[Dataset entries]

--- START ---

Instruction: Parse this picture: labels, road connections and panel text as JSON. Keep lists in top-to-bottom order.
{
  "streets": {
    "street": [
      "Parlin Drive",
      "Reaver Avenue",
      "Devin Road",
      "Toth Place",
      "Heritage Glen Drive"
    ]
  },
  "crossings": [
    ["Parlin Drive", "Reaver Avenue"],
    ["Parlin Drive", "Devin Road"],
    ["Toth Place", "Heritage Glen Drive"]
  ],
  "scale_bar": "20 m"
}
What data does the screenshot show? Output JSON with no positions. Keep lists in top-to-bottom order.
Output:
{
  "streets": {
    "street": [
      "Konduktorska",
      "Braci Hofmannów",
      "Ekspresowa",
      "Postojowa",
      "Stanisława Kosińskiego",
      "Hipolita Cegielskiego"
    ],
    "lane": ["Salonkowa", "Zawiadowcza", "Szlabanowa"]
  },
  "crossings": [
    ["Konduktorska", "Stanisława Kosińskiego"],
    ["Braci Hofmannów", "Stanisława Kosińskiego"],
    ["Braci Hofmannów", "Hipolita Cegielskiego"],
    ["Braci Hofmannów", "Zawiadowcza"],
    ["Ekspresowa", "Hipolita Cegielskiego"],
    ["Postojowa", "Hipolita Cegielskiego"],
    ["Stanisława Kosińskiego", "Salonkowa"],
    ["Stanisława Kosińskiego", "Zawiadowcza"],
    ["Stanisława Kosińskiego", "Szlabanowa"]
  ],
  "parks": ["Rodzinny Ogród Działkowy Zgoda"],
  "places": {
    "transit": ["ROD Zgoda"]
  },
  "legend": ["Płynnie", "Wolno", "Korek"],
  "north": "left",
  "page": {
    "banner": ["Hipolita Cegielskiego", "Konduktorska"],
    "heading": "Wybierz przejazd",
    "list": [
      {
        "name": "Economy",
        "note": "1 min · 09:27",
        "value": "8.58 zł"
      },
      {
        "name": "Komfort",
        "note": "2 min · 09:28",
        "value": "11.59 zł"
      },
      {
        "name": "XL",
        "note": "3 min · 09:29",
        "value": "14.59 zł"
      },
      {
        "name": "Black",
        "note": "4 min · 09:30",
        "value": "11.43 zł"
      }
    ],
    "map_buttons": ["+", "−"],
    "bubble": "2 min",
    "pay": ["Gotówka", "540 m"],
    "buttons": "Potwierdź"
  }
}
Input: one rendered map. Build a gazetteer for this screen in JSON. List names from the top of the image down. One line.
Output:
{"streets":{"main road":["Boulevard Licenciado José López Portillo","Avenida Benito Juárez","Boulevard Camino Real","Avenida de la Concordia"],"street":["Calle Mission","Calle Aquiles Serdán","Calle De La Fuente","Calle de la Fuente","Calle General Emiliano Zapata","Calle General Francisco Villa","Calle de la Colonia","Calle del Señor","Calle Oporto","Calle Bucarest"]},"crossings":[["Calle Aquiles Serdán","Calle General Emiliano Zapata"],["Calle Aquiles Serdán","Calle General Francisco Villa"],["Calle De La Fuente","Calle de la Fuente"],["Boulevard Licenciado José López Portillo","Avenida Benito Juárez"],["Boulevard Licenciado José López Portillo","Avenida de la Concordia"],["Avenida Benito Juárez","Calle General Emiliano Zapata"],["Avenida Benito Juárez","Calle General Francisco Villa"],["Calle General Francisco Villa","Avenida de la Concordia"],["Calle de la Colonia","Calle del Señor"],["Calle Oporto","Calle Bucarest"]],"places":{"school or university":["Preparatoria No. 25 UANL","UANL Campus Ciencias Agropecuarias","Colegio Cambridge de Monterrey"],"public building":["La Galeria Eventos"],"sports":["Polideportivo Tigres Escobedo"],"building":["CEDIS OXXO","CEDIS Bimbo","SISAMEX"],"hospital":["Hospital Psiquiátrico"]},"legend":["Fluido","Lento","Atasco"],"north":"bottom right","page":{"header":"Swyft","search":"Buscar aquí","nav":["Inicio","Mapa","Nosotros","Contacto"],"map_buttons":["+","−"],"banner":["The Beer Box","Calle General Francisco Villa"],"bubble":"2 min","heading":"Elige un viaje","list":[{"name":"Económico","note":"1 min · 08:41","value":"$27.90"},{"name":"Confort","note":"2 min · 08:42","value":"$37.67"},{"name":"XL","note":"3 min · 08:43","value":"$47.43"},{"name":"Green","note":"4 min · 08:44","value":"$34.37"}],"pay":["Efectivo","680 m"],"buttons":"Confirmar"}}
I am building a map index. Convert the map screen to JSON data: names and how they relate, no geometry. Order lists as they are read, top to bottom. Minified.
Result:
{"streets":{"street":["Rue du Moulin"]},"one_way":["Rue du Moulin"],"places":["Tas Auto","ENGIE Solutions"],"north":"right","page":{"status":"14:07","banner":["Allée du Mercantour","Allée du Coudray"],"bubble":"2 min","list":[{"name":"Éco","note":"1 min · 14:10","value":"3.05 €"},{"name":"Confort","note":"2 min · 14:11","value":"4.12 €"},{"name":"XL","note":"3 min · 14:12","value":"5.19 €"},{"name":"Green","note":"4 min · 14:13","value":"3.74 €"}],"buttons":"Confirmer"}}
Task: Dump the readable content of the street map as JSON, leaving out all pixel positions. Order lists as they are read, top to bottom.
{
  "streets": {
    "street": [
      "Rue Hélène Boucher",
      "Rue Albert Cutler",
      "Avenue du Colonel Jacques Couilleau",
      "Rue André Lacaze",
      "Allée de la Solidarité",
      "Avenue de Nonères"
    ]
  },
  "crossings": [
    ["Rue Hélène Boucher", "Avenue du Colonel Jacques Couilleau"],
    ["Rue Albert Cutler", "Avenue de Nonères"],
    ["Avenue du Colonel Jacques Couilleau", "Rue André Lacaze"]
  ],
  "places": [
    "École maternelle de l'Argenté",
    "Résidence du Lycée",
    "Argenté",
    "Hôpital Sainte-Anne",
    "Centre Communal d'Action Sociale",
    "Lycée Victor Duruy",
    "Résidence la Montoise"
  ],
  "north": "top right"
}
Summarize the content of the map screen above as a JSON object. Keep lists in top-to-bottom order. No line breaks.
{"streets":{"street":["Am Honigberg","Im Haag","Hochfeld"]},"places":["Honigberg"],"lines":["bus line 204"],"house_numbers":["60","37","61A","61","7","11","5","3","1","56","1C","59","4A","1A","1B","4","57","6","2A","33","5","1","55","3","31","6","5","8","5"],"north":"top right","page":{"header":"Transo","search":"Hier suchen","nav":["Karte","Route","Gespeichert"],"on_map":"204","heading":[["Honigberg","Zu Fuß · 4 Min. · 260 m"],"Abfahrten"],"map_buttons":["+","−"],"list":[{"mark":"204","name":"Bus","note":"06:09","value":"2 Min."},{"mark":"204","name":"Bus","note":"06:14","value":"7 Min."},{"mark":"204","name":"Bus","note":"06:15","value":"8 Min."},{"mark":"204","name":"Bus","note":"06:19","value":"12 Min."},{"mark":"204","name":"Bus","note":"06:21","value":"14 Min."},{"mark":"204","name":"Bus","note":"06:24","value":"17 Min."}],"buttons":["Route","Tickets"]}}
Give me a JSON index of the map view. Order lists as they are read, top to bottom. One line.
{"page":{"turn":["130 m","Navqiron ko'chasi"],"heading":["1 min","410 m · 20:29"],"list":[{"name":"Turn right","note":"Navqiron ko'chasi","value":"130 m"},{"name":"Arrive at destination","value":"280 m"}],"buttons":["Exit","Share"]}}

--- END ---

» **Exercise prompt**
If a line appears above, it belongs in your answer, printed exactly.

» **Response**
Instruction: Parse this picture: labels, road connections and panel text as JSON. Keep lists in top-to-bottom order.
{
  "streets": {
    "street": [
      "Parlin Drive",
      "Reaver Avenue",
      "Devin Road",
      "Toth Place",
      "Heritage Glen Drive"
    ]
  },
  "crossings": [
    ["Parlin Drive", "Reaver Avenue"],
    ["Parlin Drive", "Devin Road"],
    ["Toth Place", "Heritage Glen Drive"]
  ],
  "scale_bar": "20 m"
}
What data does the screenshot show? Output JSON with no positions. Keep lists in top-to-bottom order.
Output:
{
  "streets": {
    "street": [
      "Konduktorska",
      "Braci Hofmannów",
      "Ekspresowa",
      "Postojowa",
      "Stanisława Kosińskiego",
      "Hipolita Cegielskiego"
    ],
    "lane": ["Salonkowa", "Zawiadowcza", "Szlabanowa"]
  },
  "crossings": [
    ["Konduktorska", "Stanisława Kosińskiego"],
    ["Braci Hofmannów", "Stanisława Kosińskiego"],
    ["Braci Hofmannów", "Hipolita Cegielskiego"],
    ["Braci Hofmannów", "Zawiadowcza"],
    ["Ekspresowa", "Hipolita Cegielskiego"],
    ["Postojowa", "Hipolita Cegielskiego"],
    ["Stanisława Kosińskiego", "Salonkowa"],
    ["Stanisława Kosińskiego", "Zawiadowcza"],
    ["Stanisława Kosińskiego", "Szlabanowa"]
  ],
  "parks": ["Rodzinny Ogród Działkowy Zgoda"],
  "places": {
    "transit": ["ROD Zgoda"]
  },
  "legend": ["Płynnie", "Wolno", "Korek"],
  "north": "left",
  "page": {
    "banner": ["Hipolita Cegielskiego", "Konduktorska"],
    "heading": "Wybierz przejazd",
    "list": [
      {
        "name": "Economy",
        "note": "1 min · 09:27",
        "value": "8.58 zł"
      },
      {
        "name": "Komfort",
        "note": "2 min · 09:28",
        "value": "11.59 zł"
      },
      {
        "name": "XL",
        "note": "3 min · 09:29",
        "value": "14.59 zł"
      },
      {
        "name": "Black",
        "note": "4 min · 09:30",
        "value": "11.43 zł"
      }
    ],
    "map_buttons": ["+", "−"],
    "bubble": "2 min",
    "pay": ["Gotówka", "540 m"],
    "buttons": "Potwierdź"
  }
}
Input: one rendered map. Build a gazetteer for this screen in JSON. List names from the top of the image down. One line.
Output:
{"streets":{"main road":["Boulevard Licenciado José López Portillo","Avenida Benito Juárez","Boulevard Camino Real","Avenida de la Concordia"],"street":["Calle Mission","Calle Aquiles Serdán","Calle De La Fuente","Calle de la Fuente","Calle General Emiliano Zapata","Calle General Francisco Villa","Calle de la Colonia","Calle del Señor","Calle Oporto","Calle Bucarest"]},"crossings":[["Calle Aquiles Serdán","Calle General Emiliano Zapata"],["Calle Aquiles Serdán","Calle General Francisco Villa"],["Calle De La Fuente","Calle de la Fuente"],["Boulevard Licenciado José López Portillo","Avenida Benito Juárez"],["Boulevard Licenciado José López Portillo","Avenida de la Concordia"],["Avenida Benito Juárez","Calle General Emiliano Zapata"],["Avenida Benito Juárez","Calle General Francisco Villa"],["Calle General Francisco Villa","Avenida de la Concordia"],["Calle de la Colonia","Calle del Señor"],["Calle Oporto","Calle Bucarest"]],"places":{"school or university":["Preparatoria No. 25 UANL","UANL Campus Ciencias Agropecuarias","Colegio Cambridge de Monterrey"],"public building":["La Galeria Eventos"],"sports":["Polideportivo Tigres Escobedo"],"building":["CEDIS OXXO","CEDIS Bimbo","SISAMEX"],"hospital":["Hospital Psiquiátrico"]},"legend":["Fluido","Lento","Atasco"],"north":"bottom right","page":{"header":"Swyft","search":"Buscar aquí","nav":["Inicio","Mapa","Nosotros","Contacto"],"map_buttons":["+","−"],"banner":["The Beer Box","Calle General Francisco Villa"],"bubble":"2 min","heading":"Elige un viaje","list":[{"name":"Económico","note":"1 min · 08:41","value":"$27.90"},{"name":"Confort","note":"2 min · 08:42","value":"$37.67"},{"name":"XL","note":"3 min · 08:43","value":"$47.43"},{"name":"Green","note":"4 min · 08:44","value":"$34.37"}],"pay":["Efectivo","680 m"],"buttons":"Confirmar"}}
I am building a map index. Convert the map screen to JSON data: names and how they relate, no geometry. Order lists as they are read, top to bottom. Minified.
Result:
{"streets":{"street":["Rue du Moulin"]},"one_way":["Rue du Moulin"],"places":["Tas Auto","ENGIE Solutions"],"north":"right","page":{"status":"14:07","banner":["Allée du Mercantour","Allée du Coudray"],"bubble":"2 min","list":[{"name":"Éco","note":"1 min · 14:10","value":"3.05 €"},{"name":"Confort","note":"2 min · 14:11","value":"4.12 €"},{"name":"XL","note":"3 min · 14:12","value":"5.19 €"},{"name":"Green","note":"4 min · 14:13","value":"3.74 €"}],"buttons":"Confirmer"}}
Task: Dump the readable content of the street map as JSON, leaving out all pixel positions. Order lists as they are read, top to bottom.
{
  "streets": {
    "street": [
      "Rue Hélène Boucher",
      "Rue Albert Cutler",
      "Avenue du Colonel Jacques Couilleau",
      "Rue André Lacaze",
      "Allée de la Solidarité",
      "Avenue de Nonères"
    ]
  },
  "crossings": [
    ["Rue Hélène Boucher", "Avenue du Colonel Jacques Couilleau"],
    ["Rue Albert Cutler", "Avenue de Nonères"],
    ["Avenue du Colonel Jacques Couilleau", "Rue André Lacaze"]
  ],
  "places": [
    "École maternelle de l'Argenté",
    "Résidence du Lycée",
    "Argenté",
    "Hôpital Sainte-Anne",
    "Centre Communal d'Action Sociale",
    "Lycée Victor Duruy",
    "Résidence la Montoise"
  ],
  "north": "top right"
}
Summarize the content of the map screen above as a JSON object. Keep lists in top-to-bottom order. No line breaks.
{"streets":{"street":["Am Honigberg","Im Haag","Hochfeld"]},"places":["Honigberg"],"lines":["bus line 204"],"house_numbers":["60","37","61A","61","7","11","5","3","1","56","1C","59","4A","1A","1B","4","57","6","2A","33","5","1","55","3","31","6","5","8","5"],"north":"top right","page":{"header":"Transo","search":"Hier suchen","nav":["Karte","Route","Gespeichert"],"on_map":"204","heading":[["Honigberg","Zu Fuß · 4 Min. · 260 m"],"Abfahrten"],"map_buttons":["+","−"],"list":[{"mark":"204","name":"Bus","note":"06:09","value":"2 Min."},{"mark":"204","name":"Bus","note":"06:14","value":"7 Min."},{"mark":"204","name":"Bus","note":"06:15","value":"8 Min."},{"mark":"204","name":"Bus","note":"06:19","value":"12 Min."},{"mark":"204","name":"Bus","note":"06:21","value":"14 Min."},{"mark":"204","name":"Bus","note":"06:24","value":"17 Min."}],"buttons":["Route","Tickets"]}}
Give me a JSON index of the map view. Order lists as they are read, top to bottom. One line.
{"page":{"turn":["130 m","Navqiron ko'chasi"],"heading":["1 min","410 m · 20:29"],"list":[{"name":"Turn right","note":"Navqiron ko'chasi","value":"130 m"},{"name":"Arrive at destination","value":"280 m"}],"buttons":["Exit","Share"]}}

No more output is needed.